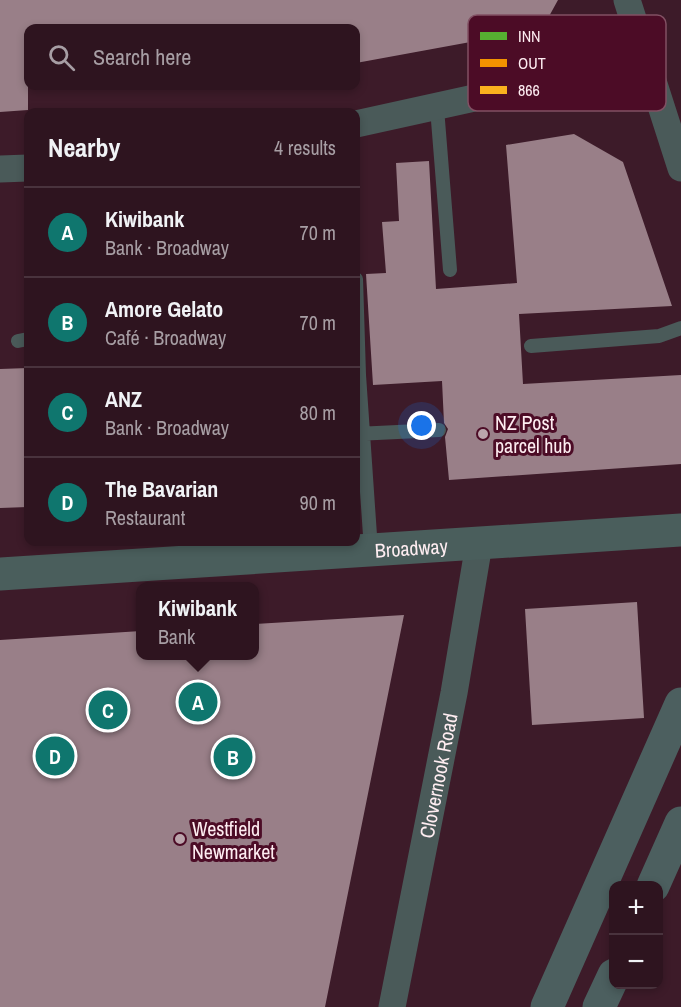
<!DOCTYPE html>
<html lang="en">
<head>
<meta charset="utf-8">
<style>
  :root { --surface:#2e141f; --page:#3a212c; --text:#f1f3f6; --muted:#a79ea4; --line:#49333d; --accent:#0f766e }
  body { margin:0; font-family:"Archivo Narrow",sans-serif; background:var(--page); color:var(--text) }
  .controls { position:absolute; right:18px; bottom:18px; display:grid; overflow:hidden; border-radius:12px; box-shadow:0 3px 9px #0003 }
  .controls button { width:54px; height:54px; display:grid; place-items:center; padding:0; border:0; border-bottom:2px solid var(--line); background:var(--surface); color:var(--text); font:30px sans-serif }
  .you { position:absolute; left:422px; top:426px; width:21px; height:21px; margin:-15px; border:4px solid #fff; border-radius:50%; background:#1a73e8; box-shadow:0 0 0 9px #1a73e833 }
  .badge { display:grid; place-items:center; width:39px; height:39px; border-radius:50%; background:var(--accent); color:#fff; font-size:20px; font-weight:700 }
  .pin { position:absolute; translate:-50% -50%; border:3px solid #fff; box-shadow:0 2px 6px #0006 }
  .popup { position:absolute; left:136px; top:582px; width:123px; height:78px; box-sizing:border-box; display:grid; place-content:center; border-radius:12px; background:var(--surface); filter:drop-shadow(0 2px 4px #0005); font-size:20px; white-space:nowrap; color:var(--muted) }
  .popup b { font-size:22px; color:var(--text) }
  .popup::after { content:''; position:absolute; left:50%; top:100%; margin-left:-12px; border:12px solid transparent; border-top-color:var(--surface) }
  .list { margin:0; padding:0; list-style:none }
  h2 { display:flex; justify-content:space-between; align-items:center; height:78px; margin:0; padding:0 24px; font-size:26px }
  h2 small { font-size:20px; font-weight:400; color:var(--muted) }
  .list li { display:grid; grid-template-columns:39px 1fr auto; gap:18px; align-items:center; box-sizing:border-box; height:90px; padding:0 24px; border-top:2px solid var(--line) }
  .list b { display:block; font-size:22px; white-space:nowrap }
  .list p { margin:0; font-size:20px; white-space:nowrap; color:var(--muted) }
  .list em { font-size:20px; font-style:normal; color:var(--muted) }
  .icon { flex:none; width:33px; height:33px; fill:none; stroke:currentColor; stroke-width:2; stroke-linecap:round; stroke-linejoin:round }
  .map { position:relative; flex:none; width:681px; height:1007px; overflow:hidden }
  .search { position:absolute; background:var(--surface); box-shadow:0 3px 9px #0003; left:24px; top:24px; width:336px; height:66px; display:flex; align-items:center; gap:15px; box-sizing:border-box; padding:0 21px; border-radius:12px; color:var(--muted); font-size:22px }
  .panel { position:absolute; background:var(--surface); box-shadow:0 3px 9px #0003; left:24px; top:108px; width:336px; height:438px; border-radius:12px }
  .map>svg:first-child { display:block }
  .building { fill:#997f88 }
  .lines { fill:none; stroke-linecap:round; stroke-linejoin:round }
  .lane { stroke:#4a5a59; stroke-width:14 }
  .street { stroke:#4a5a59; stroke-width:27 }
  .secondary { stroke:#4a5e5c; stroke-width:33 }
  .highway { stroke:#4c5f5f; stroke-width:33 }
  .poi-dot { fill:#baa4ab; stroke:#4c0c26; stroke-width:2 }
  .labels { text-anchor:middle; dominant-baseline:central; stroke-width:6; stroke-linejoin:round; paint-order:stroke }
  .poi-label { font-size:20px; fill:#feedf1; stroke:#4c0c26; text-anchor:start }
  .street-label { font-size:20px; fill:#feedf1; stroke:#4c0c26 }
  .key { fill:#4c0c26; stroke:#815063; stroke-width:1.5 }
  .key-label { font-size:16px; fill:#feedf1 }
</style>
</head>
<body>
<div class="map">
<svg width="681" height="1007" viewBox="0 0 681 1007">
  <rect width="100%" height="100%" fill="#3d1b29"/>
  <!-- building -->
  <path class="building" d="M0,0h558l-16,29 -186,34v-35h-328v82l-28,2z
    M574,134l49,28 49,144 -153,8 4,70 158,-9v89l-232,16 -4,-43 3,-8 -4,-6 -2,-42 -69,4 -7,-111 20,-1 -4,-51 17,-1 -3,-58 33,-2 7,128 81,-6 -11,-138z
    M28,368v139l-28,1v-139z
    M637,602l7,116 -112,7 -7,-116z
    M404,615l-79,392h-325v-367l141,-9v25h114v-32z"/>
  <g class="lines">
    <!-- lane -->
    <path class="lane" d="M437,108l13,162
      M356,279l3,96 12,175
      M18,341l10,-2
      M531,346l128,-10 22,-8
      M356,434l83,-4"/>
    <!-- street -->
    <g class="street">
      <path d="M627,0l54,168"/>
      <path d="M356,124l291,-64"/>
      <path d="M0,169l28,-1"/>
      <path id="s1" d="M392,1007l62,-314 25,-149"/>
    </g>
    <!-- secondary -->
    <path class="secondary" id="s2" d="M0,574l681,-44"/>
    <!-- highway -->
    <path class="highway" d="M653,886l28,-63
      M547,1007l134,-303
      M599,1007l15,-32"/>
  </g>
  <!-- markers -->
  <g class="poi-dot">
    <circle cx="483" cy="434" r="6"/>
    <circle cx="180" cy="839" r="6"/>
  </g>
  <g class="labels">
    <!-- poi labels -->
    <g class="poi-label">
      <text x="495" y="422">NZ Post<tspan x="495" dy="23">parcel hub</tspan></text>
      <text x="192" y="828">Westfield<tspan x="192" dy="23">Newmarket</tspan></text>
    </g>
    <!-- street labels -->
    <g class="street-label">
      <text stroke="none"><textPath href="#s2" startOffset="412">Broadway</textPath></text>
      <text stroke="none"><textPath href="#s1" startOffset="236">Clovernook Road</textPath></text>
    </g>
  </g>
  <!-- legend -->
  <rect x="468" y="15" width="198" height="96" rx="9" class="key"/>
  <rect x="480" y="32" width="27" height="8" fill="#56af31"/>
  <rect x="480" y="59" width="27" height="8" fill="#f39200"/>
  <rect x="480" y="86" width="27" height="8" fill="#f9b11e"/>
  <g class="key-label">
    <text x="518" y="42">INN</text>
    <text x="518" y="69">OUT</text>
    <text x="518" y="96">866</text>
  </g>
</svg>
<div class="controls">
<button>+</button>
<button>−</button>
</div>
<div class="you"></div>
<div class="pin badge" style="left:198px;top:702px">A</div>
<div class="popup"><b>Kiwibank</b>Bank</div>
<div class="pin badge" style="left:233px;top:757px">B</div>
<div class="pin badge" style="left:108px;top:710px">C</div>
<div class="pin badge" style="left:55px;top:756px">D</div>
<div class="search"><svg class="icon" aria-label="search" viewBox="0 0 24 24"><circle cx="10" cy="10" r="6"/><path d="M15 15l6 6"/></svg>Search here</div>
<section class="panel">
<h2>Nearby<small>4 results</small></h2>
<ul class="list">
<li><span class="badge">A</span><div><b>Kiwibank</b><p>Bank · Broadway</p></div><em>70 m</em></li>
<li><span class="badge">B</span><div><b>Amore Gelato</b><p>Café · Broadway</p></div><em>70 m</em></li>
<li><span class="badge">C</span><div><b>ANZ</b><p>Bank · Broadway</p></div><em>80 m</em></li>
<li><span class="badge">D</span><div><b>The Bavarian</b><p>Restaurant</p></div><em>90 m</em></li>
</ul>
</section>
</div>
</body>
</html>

...

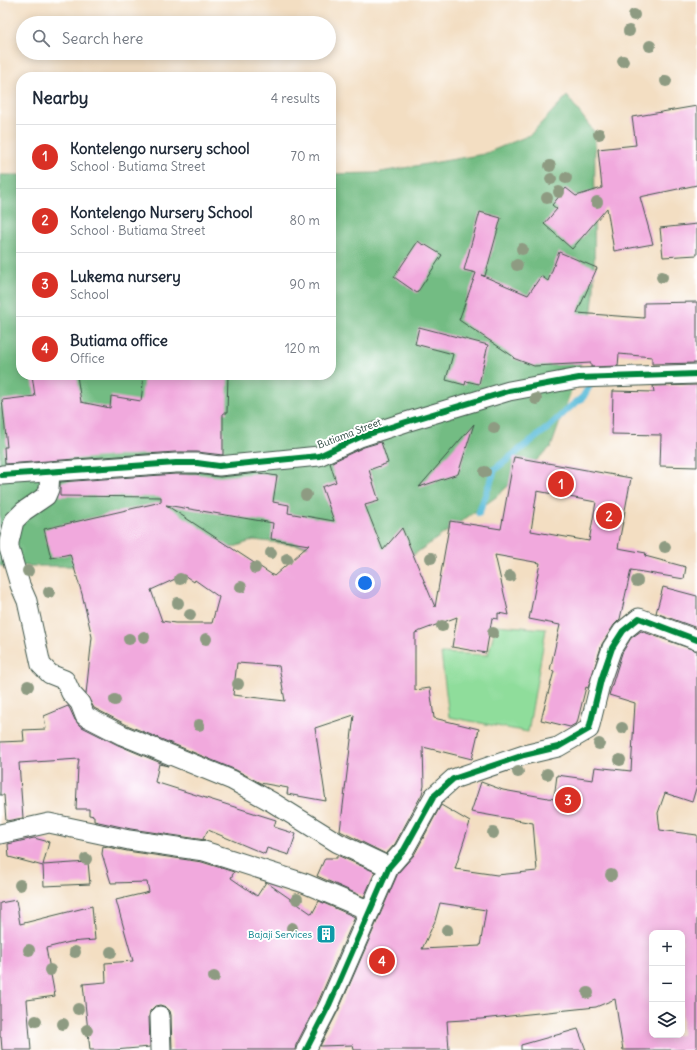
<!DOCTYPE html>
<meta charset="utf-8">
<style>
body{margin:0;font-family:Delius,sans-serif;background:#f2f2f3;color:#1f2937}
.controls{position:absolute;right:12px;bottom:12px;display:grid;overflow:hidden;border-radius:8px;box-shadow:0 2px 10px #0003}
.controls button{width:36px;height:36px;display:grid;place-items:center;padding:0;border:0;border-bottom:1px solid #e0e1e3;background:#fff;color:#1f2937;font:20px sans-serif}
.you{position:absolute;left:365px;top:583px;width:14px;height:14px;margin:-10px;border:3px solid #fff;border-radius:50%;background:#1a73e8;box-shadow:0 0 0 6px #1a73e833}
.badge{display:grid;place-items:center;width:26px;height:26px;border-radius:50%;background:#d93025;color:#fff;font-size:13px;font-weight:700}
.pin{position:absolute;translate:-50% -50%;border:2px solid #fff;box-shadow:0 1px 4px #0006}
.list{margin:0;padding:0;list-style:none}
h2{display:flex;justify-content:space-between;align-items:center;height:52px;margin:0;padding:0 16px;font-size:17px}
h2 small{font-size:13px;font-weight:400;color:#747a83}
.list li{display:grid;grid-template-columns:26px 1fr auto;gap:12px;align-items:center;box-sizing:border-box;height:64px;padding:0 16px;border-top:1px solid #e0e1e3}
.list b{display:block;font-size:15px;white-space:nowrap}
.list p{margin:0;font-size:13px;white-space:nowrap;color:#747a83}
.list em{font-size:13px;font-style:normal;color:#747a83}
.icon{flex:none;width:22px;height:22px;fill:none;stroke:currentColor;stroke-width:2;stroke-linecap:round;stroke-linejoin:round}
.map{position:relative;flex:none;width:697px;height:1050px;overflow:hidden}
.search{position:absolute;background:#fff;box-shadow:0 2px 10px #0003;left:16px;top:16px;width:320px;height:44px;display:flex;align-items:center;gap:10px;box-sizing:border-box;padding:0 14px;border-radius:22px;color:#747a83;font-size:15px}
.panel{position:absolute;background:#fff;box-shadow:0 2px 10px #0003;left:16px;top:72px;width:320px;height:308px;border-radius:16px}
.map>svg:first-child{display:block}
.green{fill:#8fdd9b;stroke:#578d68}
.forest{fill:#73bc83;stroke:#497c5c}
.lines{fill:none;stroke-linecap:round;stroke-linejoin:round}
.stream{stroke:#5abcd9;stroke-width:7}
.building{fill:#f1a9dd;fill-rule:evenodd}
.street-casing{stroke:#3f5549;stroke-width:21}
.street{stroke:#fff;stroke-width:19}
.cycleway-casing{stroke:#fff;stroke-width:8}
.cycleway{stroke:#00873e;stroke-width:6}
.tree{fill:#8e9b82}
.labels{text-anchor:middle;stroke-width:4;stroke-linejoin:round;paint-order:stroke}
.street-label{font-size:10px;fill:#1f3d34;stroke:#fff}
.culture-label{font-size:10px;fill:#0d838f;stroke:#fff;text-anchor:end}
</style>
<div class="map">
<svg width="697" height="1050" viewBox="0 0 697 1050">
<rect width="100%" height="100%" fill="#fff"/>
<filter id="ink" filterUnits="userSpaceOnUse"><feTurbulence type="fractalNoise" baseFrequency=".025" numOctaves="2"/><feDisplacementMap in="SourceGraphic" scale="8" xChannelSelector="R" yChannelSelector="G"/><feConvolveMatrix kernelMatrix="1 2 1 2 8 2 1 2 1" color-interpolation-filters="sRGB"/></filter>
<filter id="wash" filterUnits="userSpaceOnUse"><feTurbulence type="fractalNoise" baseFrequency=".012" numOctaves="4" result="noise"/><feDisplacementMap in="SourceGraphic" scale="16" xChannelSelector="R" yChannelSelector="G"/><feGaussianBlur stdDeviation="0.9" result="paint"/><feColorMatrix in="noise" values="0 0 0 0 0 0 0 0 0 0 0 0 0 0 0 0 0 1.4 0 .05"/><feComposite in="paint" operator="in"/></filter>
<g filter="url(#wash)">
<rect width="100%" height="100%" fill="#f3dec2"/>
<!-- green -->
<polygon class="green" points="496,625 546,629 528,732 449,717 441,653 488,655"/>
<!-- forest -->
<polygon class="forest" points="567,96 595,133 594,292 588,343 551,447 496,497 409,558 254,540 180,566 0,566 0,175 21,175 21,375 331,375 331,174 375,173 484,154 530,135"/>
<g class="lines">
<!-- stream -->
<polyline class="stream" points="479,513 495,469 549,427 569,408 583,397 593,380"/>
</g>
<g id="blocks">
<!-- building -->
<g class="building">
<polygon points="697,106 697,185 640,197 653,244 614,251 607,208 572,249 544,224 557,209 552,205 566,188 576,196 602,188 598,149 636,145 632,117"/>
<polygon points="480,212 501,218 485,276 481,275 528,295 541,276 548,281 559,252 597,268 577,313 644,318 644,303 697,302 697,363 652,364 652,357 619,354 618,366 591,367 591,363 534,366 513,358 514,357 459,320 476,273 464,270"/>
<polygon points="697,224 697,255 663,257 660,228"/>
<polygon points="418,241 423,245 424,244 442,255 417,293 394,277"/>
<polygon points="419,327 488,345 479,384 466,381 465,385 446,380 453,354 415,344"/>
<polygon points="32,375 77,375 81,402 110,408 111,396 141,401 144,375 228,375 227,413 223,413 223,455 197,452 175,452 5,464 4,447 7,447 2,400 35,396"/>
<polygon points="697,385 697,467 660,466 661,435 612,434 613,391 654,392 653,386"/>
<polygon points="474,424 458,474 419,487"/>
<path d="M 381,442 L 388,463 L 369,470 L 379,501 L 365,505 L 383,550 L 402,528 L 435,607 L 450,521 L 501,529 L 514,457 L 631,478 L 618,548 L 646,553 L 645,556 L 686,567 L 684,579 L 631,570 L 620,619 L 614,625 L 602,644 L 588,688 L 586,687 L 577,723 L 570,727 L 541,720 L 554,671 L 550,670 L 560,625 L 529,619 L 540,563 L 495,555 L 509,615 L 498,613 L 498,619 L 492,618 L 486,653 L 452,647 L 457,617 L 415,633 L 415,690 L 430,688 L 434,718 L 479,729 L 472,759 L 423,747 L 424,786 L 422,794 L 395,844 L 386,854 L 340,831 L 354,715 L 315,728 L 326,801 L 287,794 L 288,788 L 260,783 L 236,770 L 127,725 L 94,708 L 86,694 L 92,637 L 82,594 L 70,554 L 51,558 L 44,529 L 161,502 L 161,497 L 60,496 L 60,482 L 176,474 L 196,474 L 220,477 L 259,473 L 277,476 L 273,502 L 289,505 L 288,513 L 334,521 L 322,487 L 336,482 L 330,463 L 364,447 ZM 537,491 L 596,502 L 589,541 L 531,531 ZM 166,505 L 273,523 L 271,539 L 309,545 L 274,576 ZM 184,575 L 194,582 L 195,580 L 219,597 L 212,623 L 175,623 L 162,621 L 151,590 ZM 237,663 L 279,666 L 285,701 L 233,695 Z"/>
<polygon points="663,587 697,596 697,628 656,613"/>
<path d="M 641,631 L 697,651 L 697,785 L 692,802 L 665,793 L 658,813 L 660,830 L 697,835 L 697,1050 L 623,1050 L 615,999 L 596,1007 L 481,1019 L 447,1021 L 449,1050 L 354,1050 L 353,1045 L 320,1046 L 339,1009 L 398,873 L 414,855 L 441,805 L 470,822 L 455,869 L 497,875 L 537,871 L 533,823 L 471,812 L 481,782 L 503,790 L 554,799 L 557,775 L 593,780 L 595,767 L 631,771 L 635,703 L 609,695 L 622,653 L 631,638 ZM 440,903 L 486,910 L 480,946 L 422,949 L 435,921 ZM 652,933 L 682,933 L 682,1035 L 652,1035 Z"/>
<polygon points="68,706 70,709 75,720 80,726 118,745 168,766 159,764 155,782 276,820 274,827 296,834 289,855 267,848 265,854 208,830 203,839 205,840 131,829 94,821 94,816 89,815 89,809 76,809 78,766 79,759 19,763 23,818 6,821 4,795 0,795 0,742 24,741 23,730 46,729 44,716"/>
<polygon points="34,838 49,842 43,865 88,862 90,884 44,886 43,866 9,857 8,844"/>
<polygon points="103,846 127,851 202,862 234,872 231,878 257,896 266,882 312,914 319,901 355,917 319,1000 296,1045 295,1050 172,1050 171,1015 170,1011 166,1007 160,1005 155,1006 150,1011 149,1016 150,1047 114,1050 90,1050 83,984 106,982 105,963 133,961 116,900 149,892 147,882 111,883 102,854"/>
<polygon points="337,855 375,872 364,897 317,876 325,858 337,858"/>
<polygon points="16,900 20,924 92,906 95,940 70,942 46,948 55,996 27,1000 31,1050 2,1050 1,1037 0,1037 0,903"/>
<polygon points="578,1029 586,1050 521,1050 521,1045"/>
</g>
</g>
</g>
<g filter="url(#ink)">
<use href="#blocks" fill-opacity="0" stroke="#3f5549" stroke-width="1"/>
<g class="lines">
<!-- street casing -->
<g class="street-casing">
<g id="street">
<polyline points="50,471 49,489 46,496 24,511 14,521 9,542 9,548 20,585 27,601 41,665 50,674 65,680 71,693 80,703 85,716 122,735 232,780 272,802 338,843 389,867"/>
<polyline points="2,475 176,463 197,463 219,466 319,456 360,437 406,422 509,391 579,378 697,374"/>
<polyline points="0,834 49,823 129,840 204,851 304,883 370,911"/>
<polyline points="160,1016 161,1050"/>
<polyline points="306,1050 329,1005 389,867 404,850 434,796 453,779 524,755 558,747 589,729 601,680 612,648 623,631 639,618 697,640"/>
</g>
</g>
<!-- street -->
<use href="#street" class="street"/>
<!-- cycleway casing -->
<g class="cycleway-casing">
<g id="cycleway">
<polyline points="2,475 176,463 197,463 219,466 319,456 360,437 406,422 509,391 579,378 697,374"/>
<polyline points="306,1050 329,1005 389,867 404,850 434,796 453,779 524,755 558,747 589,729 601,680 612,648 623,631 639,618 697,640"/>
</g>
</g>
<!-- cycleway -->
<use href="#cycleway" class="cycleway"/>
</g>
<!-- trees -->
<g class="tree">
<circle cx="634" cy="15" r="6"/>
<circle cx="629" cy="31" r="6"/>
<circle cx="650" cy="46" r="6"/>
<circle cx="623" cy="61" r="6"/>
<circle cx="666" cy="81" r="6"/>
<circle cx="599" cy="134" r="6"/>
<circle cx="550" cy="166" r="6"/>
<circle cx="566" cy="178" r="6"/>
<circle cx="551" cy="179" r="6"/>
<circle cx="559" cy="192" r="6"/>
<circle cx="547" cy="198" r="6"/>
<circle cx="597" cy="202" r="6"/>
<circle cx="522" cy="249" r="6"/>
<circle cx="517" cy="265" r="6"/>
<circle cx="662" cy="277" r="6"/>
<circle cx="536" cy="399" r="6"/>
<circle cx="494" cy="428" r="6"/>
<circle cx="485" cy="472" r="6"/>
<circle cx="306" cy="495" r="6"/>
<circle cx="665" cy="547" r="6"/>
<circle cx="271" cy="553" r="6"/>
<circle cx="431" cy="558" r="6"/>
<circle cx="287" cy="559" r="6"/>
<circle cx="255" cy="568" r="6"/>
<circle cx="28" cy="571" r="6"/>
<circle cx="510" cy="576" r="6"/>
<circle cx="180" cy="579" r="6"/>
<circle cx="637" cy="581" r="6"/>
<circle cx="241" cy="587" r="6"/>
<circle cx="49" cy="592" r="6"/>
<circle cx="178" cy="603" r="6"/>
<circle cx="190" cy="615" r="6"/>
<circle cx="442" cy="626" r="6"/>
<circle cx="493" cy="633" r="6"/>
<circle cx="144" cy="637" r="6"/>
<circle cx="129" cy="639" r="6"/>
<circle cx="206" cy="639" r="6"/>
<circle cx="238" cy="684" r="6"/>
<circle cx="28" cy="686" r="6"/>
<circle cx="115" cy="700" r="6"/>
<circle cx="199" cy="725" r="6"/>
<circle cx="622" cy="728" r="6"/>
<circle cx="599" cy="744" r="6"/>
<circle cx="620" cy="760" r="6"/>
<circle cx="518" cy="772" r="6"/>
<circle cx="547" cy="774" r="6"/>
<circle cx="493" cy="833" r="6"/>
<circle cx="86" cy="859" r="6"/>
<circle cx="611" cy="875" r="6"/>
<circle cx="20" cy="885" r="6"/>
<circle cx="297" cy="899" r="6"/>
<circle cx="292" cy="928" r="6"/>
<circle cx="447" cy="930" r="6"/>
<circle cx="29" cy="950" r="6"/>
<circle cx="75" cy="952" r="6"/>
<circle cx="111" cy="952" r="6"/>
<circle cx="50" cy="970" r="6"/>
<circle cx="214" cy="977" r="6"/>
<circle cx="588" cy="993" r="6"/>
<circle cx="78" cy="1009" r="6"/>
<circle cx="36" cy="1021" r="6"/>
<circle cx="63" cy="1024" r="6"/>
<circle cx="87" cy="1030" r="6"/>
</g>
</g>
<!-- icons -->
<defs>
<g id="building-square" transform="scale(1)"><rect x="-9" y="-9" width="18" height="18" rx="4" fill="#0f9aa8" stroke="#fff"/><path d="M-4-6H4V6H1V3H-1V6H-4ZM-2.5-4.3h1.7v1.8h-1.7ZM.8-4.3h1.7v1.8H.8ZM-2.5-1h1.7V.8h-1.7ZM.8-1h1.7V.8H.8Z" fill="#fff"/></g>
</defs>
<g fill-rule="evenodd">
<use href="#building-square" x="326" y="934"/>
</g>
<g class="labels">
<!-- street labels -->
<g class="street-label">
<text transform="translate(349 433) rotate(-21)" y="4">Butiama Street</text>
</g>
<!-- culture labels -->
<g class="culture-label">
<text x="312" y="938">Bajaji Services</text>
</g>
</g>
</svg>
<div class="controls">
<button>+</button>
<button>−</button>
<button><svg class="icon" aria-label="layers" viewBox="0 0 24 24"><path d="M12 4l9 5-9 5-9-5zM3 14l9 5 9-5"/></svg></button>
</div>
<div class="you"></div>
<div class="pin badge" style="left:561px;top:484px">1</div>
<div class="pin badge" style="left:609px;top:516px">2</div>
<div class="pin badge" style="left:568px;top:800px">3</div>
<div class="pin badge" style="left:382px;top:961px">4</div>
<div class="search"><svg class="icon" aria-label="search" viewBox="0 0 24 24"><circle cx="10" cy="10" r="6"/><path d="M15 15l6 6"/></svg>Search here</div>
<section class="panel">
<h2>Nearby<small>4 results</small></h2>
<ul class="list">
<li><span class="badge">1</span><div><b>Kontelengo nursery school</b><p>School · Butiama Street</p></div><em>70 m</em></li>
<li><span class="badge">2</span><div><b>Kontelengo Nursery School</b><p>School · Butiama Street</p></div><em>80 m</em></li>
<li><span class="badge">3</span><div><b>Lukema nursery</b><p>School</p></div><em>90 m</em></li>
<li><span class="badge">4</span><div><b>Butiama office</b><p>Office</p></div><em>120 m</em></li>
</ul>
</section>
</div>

— EXERCISE DESCRIPTION —
Which lines above include "SourceGraphic"? Show each of them by copying it.

— TASK OUTPUT —
<filter id="ink" filterUnits="userSpaceOnUse"><feTurbulence type="fractalNoise" baseFrequency=".025" numOctaves="2"/><feDisplacementMap in="SourceGraphic" scale="8" xChannelSelector="R" yChannelSelector="G"/><feConvolveMatrix kernelMatrix="1 2 1 2 8 2 1 2 1" color-interpolation-filters="sRGB"/></filter>
<filter id="wash" filterUnits="userSpaceOnUse"><feTurbulence type="fractalNoise" baseFrequency=".012" numOctaves="4" result="noise"/><feDisplacementMap in="SourceGraphic" scale="16" xChannelSelector="R" yChannelSelector="G"/><feGaussianBlur stdDeviation="0.9" result="paint"/><feColorMatrix in="noise" values="0 0 0 0 0 0 0 0 0 0 0 0 0 0 0 0 0 1.4 0 .05"/><feComposite in="paint" operator="in"/></filter>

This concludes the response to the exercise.